Artificial Intelligence

AI Weights: Securing the Heart and Soft Underbelly of Artificial Intelligence

AI model weights govern outputs from the system, but altered or ‘poisoned’, they can make the output erroneous and, in extremis, useless and dangerous.

Kevin Townsend

June 20, 2024

AI model weights are simultaneously the heart and soft underbelly of AI systems. They govern the outputs from the system. But altered or ‘poisoned’, they can make the output erroneous and, in extremis, useless and even dangerous.

It is essential that these weights are protected from bad actors. As we move towards greater AI integration in business, model weights become the new corporate crown jewels; but this is a new and not fully understood threat surface that must be secured. This becomes more essential with future generations of complex gen-AI systems – so important that RAND, a non-profit research organization, has developed a security framework (PDF) for what is termed Frontier AI.

What are AI weights? SecurityWeek discussed the concept of AI weights, the new attack surface created by them, and the required approaches to security, with two of the report’s authors: Sella Nevo (director of the Meselson Center at the RAND Corporation), and Dan Lahav (co-founder and CEO at Pattern Labs). It is worth noting that the RAND report only applies to private rather than open AI model use.

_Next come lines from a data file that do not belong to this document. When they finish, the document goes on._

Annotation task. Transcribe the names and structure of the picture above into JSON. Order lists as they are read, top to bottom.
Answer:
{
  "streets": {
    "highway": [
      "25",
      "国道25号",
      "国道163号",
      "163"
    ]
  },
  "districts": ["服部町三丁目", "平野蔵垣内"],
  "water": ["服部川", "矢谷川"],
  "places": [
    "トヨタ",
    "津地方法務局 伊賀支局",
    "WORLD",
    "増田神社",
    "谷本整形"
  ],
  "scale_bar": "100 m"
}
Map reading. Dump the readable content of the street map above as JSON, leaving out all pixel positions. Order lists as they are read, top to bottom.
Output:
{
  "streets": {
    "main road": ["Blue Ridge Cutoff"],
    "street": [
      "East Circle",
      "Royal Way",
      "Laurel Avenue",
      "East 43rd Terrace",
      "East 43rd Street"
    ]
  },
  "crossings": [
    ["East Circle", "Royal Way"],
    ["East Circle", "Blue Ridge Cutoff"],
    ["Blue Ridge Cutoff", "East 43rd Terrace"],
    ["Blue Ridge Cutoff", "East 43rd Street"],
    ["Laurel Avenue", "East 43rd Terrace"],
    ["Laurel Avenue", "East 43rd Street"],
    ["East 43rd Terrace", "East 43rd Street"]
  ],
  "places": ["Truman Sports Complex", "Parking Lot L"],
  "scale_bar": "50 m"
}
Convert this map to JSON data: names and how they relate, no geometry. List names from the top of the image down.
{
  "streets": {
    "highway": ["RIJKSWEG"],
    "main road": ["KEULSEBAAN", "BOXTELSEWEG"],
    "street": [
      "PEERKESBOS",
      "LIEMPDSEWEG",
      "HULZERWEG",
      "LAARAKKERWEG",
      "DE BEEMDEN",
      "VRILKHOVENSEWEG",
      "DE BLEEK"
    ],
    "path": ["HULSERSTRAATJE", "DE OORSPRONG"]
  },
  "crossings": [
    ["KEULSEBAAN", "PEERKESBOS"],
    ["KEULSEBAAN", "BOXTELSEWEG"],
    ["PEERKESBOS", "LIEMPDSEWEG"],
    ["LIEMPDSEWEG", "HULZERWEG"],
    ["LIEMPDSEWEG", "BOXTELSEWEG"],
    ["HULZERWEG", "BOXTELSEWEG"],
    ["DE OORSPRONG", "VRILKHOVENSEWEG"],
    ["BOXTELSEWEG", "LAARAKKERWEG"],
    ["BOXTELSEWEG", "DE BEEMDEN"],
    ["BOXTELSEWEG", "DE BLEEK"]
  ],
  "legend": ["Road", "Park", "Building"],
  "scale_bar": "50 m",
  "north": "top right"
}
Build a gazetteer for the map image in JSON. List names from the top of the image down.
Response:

Effectively, weights are the AI system’s learning on how to respond to an input. “Model weights,” explain the authors, “is a casual term for all the trainable parameters of an AI model. First the model consumes vast amounts of data, and then it is trained on how to respond, how to make decisions, how to do inferences. Everything it learns in this process is called model weights; but it’s really just a very, very long series of numbers, often tens of millions or billions, or even trillions of numbers. The weights represent everything that the model knows and has learned from the data.”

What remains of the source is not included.